**WHAT THE TASK ASKS**
Reproduce all entries precisely, down to the last character.

**EXCERPTED DATA**
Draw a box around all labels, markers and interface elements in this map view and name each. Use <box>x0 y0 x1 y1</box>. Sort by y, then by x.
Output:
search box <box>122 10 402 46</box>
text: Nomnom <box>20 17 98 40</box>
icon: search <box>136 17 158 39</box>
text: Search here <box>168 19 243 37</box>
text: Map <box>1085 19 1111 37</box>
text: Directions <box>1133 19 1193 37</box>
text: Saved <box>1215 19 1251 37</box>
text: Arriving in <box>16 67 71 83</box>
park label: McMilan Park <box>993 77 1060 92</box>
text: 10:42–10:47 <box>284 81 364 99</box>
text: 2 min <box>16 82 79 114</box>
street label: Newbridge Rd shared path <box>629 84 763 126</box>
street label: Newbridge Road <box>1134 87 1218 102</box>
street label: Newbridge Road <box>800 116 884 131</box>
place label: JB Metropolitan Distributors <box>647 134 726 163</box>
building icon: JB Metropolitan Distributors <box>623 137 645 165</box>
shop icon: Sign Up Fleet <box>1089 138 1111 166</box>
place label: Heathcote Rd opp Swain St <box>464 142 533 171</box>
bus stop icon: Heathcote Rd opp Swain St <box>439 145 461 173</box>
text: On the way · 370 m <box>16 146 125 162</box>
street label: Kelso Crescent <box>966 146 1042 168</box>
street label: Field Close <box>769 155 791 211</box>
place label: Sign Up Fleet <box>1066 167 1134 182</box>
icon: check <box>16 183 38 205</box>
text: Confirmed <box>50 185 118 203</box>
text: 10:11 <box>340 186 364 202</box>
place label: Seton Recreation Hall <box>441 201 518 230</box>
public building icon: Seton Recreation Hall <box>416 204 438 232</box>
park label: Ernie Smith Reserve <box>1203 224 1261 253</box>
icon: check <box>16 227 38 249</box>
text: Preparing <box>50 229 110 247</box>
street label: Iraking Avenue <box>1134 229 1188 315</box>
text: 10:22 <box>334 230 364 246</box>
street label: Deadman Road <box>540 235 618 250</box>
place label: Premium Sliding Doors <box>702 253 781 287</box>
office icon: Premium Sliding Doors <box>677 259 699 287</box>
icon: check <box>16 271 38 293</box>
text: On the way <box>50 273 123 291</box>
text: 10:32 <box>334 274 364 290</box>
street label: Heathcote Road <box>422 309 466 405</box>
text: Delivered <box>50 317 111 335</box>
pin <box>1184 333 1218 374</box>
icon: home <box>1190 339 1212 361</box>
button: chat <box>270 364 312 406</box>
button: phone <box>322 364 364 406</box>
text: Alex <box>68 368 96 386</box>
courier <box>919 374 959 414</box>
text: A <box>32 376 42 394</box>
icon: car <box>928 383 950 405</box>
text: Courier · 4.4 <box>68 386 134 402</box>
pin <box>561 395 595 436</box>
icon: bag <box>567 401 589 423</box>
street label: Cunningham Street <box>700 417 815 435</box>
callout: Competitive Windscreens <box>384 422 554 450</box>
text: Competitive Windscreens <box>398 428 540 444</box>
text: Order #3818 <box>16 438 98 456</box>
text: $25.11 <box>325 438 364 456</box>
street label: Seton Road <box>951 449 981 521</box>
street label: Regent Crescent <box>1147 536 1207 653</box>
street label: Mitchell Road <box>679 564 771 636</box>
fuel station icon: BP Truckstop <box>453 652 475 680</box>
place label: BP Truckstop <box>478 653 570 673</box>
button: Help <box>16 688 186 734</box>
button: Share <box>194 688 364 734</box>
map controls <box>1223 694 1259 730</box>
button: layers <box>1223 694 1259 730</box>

**ANSWER TO THIS TASK**
Draw a box around all labels, markers and interface elements in this map view and name each. Use <box>x0 y0 x1 y1</box>. Sort by y, then by x.
Output:
search box <box>122 10 402 46</box>
text: Nomnom <box>20 17 98 40</box>
icon: search <box>136 17 158 39</box>
text: Search here <box>168 19 243 37</box>
text: Map <box>1085 19 1111 37</box>
text: Directions <box>1133 19 1193 37</box>
text: Saved <box>1215 19 1251 37</box>
text: Arriving in <box>16 67 71 83</box>
park label: McMilan Park <box>993 77 1060 92</box>
text: 10:42–10:47 <box>284 81 364 99</box>
text: 2 min <box>16 82 79 114</box>
street label: Newbridge Rd shared path <box>629 84 763 126</box>
street label: Newbridge Road <box>1134 87 1218 102</box>
street label: Newbridge Road <box>800 116 884 131</box>
place label: JB Metropolitan Distributors <box>647 134 726 163</box>
building icon: JB Metropolitan Distributors <box>623 137 645 165</box>
shop icon: Sign Up Fleet <box>1089 138 1111 166</box>
place label: Heathcote Rd opp Swain St <box>464 142 533 171</box>
bus stop icon: Heathcote Rd opp Swain St <box>439 145 461 173</box>
text: On the way · 370 m <box>16 146 125 162</box>
street label: Kelso Crescent <box>966 146 1042 168</box>
street label: Field Close <box>769 155 791 211</box>
place label: Sign Up Fleet <box>1066 167 1134 182</box>
icon: check <box>16 183 38 205</box>
text: Confirmed <box>50 185 118 203</box>
text: 10:11 <box>340 186 364 202</box>
place label: Seton Recreation Hall <box>441 201 518 230</box>
public building icon: Seton Recreation Hall <box>416 204 438 232</box>
park label: Ernie Smith Reserve <box>1203 224 1261 253</box>
icon: check <box>16 227 38 249</box>
text: Preparing <box>50 229 110 247</box>
street label: Iraking Avenue <box>1134 229 1188 315</box>
text: 10:22 <box>334 230 364 246</box>
street label: Deadman Road <box>540 235 618 250</box>
place label: Premium Sliding Doors <box>702 253 781 287</box>
office icon: Premium Sliding Doors <box>677 259 699 287</box>
icon: check <box>16 271 38 293</box>
text: On the way <box>50 273 123 291</box>
text: 10:32 <box>334 274 364 290</box>
street label: Heathcote Road <box>422 309 466 405</box>
text: Delivered <box>50 317 111 335</box>
pin <box>1184 333 1218 374</box>
icon: home <box>1190 339 1212 361</box>
button: chat <box>270 364 312 406</box>
button: phone <box>322 364 364 406</box>
text: Alex <box>68 368 96 386</box>
courier <box>919 374 959 414</box>
text: A <box>32 376 42 394</box>
icon: car <box>928 383 950 405</box>
text: Courier · 4.4 <box>68 386 134 402</box>
pin <box>561 395 595 436</box>
icon: bag <box>567 401 589 423</box>
street label: Cunningham Street <box>700 417 815 435</box>
callout: Competitive Windscreens <box>384 422 554 450</box>
text: Competitive Windscreens <box>398 428 540 444</box>
text: Order #3818 <box>16 438 98 456</box>
text: $25.11 <box>325 438 364 456</box>
street label: Seton Road <box>951 449 981 521</box>
street label: Regent Crescent <box>1147 536 1207 653</box>
street label: Mitchell Road <box>679 564 771 636</box>
fuel station icon: BP Truckstop <box>453 652 475 680</box>
place label: BP Truckstop <box>478 653 570 673</box>
button: Help <box>16 688 186 734</box>
button: Share <box>194 688 364 734</box>
map controls <box>1223 694 1259 730</box>
button: layers <box>1223 694 1259 730</box>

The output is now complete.